As the funerals for the very young victims of the Connecticut shooting proceed, two each day so far, the story continues to dominate the news and the national conversation.
There is growing support for once again banning assault rifles, for making high capacity ammunition illegal and for expanding background checks to gun shows and the Internet--all of which the White House announced that President Obama supports.
There is also a great deal of skepticism that any of this will get through the U.S. Congress. Others say this is the moment of opportunity and it won't last long.
But one thing may be happening: Americans are waking up to the fact that things have gone very far wrong, while they mostly weren't paying attention. Sales of assault weapons and 30-round clips have soared, guns (including these) are allowed in more places than they were in the Old West, much of this driven by greed--for the money to be made by the sale of more expensive and lethal weaponry.

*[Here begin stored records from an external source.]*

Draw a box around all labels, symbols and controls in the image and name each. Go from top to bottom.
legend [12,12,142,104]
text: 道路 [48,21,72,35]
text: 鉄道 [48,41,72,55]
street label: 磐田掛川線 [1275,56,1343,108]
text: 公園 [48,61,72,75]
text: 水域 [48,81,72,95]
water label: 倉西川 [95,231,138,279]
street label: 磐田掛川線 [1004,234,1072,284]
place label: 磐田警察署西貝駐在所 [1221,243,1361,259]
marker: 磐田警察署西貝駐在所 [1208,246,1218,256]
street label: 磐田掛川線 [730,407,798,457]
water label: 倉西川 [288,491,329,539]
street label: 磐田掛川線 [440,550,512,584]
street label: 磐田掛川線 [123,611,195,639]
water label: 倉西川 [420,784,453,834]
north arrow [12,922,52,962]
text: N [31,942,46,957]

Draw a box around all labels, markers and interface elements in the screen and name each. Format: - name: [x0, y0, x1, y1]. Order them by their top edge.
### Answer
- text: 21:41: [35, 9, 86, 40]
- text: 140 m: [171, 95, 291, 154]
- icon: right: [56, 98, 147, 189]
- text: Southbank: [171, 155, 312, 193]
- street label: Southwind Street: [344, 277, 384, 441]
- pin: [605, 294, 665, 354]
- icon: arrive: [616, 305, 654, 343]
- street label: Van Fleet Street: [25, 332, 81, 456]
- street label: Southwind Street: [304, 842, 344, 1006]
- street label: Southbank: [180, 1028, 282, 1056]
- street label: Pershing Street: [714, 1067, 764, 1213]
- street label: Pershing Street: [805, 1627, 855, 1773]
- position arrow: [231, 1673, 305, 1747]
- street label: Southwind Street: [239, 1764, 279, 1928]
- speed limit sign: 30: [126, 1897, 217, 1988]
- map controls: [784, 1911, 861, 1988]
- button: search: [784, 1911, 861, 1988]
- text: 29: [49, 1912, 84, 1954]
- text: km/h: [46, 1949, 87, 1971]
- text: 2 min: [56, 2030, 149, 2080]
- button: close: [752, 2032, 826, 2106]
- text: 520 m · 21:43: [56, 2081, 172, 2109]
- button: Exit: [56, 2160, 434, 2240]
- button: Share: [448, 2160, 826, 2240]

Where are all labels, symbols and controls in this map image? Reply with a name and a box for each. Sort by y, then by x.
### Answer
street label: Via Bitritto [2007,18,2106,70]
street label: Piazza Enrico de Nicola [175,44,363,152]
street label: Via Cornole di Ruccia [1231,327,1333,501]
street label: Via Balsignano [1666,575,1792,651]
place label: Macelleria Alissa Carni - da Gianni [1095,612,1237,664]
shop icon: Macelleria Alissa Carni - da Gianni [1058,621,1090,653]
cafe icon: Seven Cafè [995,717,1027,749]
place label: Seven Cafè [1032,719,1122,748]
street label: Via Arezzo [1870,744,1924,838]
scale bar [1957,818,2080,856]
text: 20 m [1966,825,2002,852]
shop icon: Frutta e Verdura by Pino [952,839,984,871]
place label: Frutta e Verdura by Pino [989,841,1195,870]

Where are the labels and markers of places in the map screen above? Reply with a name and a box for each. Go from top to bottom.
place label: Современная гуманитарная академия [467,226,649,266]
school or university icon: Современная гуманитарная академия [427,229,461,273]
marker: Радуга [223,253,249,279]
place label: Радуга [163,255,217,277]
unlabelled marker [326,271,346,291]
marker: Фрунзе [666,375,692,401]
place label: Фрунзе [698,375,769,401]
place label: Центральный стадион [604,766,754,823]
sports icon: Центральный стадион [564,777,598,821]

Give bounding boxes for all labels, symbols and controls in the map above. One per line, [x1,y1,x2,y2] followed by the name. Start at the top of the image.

The gun lobby has no boundaries, even successfully censoring information gathered by the federal government on gun violence--the public is kept in the dark by congressional fiat. The gun lobby has also successfully restricted federal research into gun violence, and presumably non-federal as well. It won't do for citizens to see who pays the price for these weapons, or that the assault weapon ban and other bans in the past have actually worked to reduce the number of these weapons and the violence associated with them.
It's difficult to know how surprising all this is for much of the public, since a meaningful dialogue on gun violence has been missing in America for a generation, while guns have become easier to fire, faster in firing more bullets, and generally more lethal.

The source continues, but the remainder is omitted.